▶ _What this task involves_
Word for word, copy the data that follows and skip its pictures.

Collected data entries
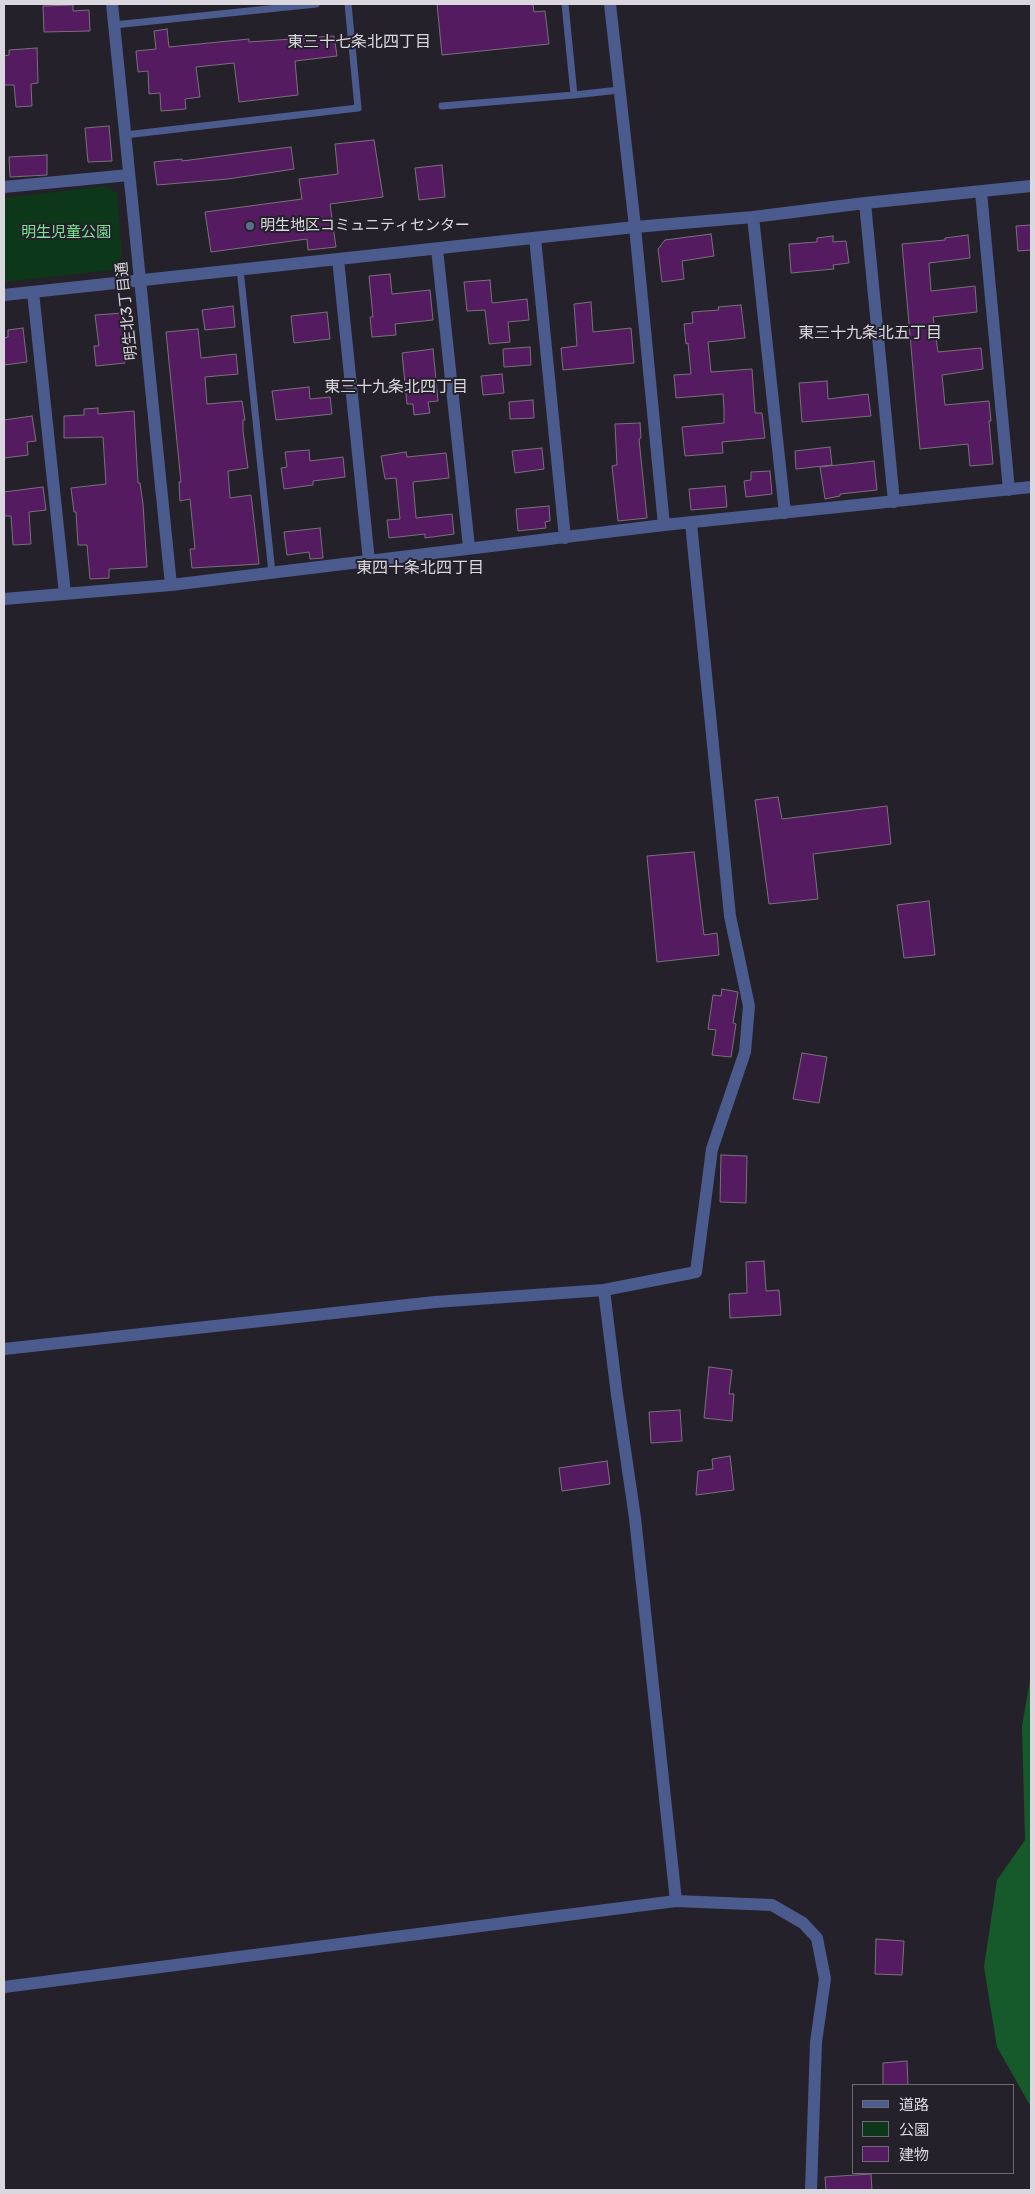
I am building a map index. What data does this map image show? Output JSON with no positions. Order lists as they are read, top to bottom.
{
  "streets": {
    "street": ["明生北3丁目通"]
  },
  "districts": [
    "東三十七条北四丁目",
    "東三十九条北五丁目",
    "東三十九条北四丁目",
    "東四十条北四丁目"
  ],
  "parks": ["明生児童公園"],
  "places": ["明生地区コミュニティセンター"],
  "legend": ["道路", "公園", "建物"]
}
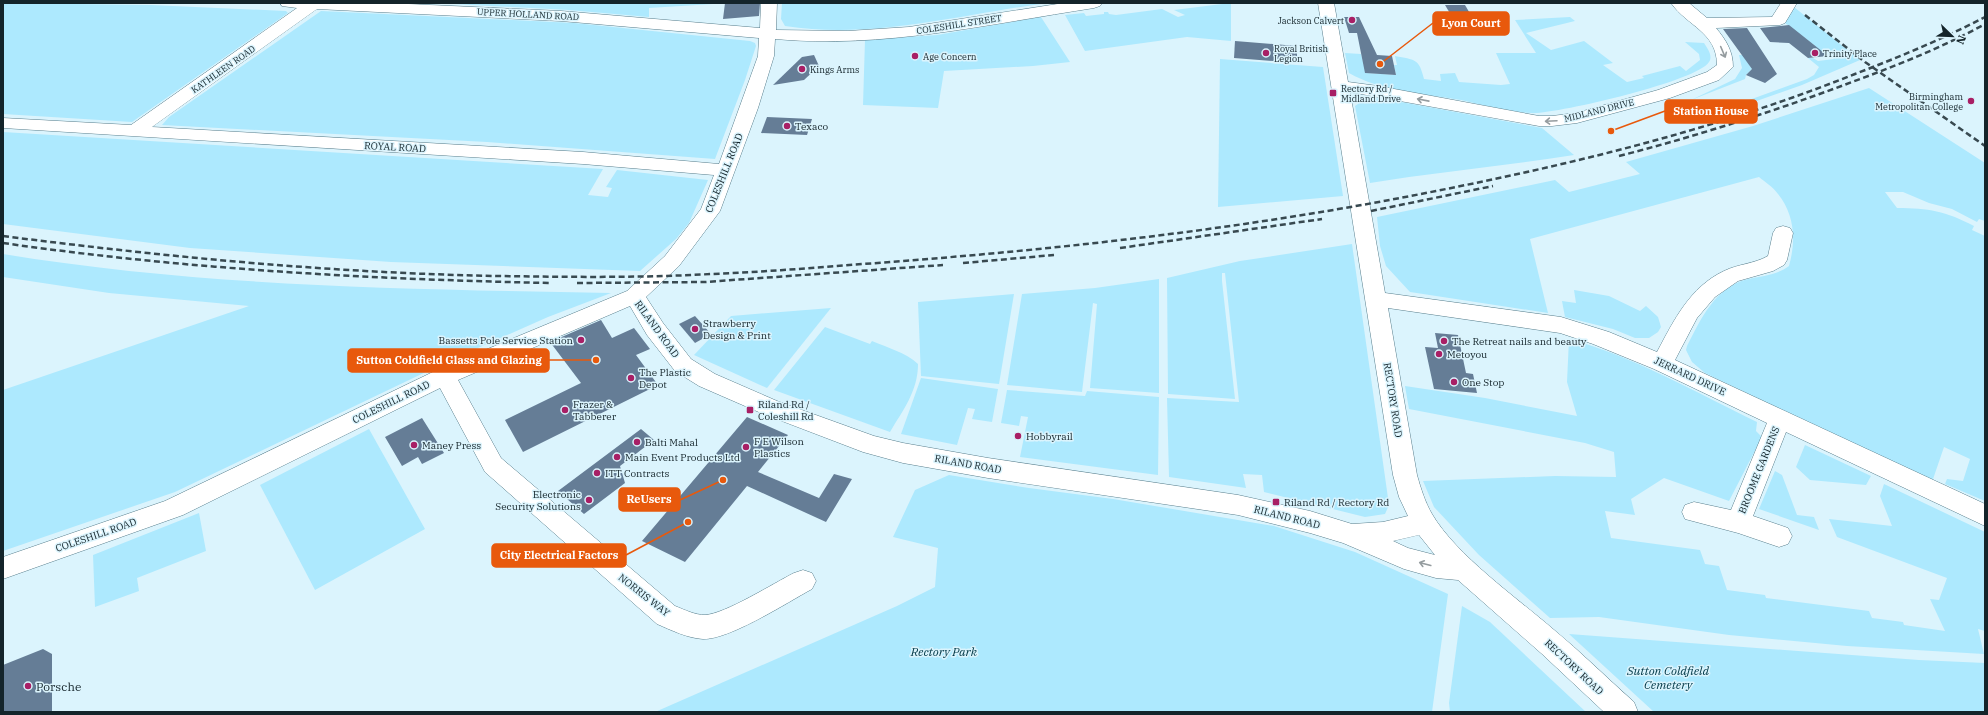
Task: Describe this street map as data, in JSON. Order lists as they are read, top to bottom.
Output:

▶ _Solution for this task_
I am building a map index. What data does this map image show? Output JSON with no positions. Order lists as they are read, top to bottom.
{
  "streets": {
    "street": ["明生北3丁目通"]
  },
  "districts": [
    "東三十七条北四丁目",
    "東三十九条北五丁目",
    "東三十九条北四丁目",
    "東四十条北四丁目"
  ],
  "parks": ["明生児童公園"],
  "places": ["明生地区コミュニティセンター"],
  "legend": ["道路", "公園", "建物"]
}
Task: Describe this street map as data, in JSON. Order lists as they are read, top to bottom.
Output:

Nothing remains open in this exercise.